**Directions**
Where the word "lists" shows up in the entries below, please copy the whole line.

[Saved data entries]
##########

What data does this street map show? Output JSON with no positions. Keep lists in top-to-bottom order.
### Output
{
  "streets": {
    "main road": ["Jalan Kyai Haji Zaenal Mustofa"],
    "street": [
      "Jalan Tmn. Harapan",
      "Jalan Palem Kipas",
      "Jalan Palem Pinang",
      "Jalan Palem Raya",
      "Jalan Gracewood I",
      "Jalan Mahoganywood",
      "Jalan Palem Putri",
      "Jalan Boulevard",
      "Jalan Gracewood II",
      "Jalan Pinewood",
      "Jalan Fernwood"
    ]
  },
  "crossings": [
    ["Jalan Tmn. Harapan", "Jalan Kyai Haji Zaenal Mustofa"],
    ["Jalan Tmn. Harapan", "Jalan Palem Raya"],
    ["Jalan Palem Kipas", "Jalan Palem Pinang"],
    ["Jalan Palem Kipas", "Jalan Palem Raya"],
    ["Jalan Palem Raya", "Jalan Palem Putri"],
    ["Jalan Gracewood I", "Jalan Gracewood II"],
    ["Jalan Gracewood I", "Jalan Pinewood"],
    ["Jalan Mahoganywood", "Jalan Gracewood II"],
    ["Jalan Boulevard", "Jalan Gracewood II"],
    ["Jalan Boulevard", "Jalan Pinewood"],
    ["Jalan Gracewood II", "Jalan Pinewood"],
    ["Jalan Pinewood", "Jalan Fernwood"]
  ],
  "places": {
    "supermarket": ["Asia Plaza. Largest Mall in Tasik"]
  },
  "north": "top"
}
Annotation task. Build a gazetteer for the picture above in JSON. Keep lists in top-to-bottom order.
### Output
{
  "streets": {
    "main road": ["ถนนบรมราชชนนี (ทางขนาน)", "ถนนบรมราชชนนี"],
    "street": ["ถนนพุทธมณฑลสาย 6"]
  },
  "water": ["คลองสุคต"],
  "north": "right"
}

##########

**Solution for this exercise**
What data does this street map show? Output JSON with no positions. Keep lists in top-to-bottom order.
Annotation task. Build a gazetteer for the picture above in JSON. Keep lists in top-to-bottom order.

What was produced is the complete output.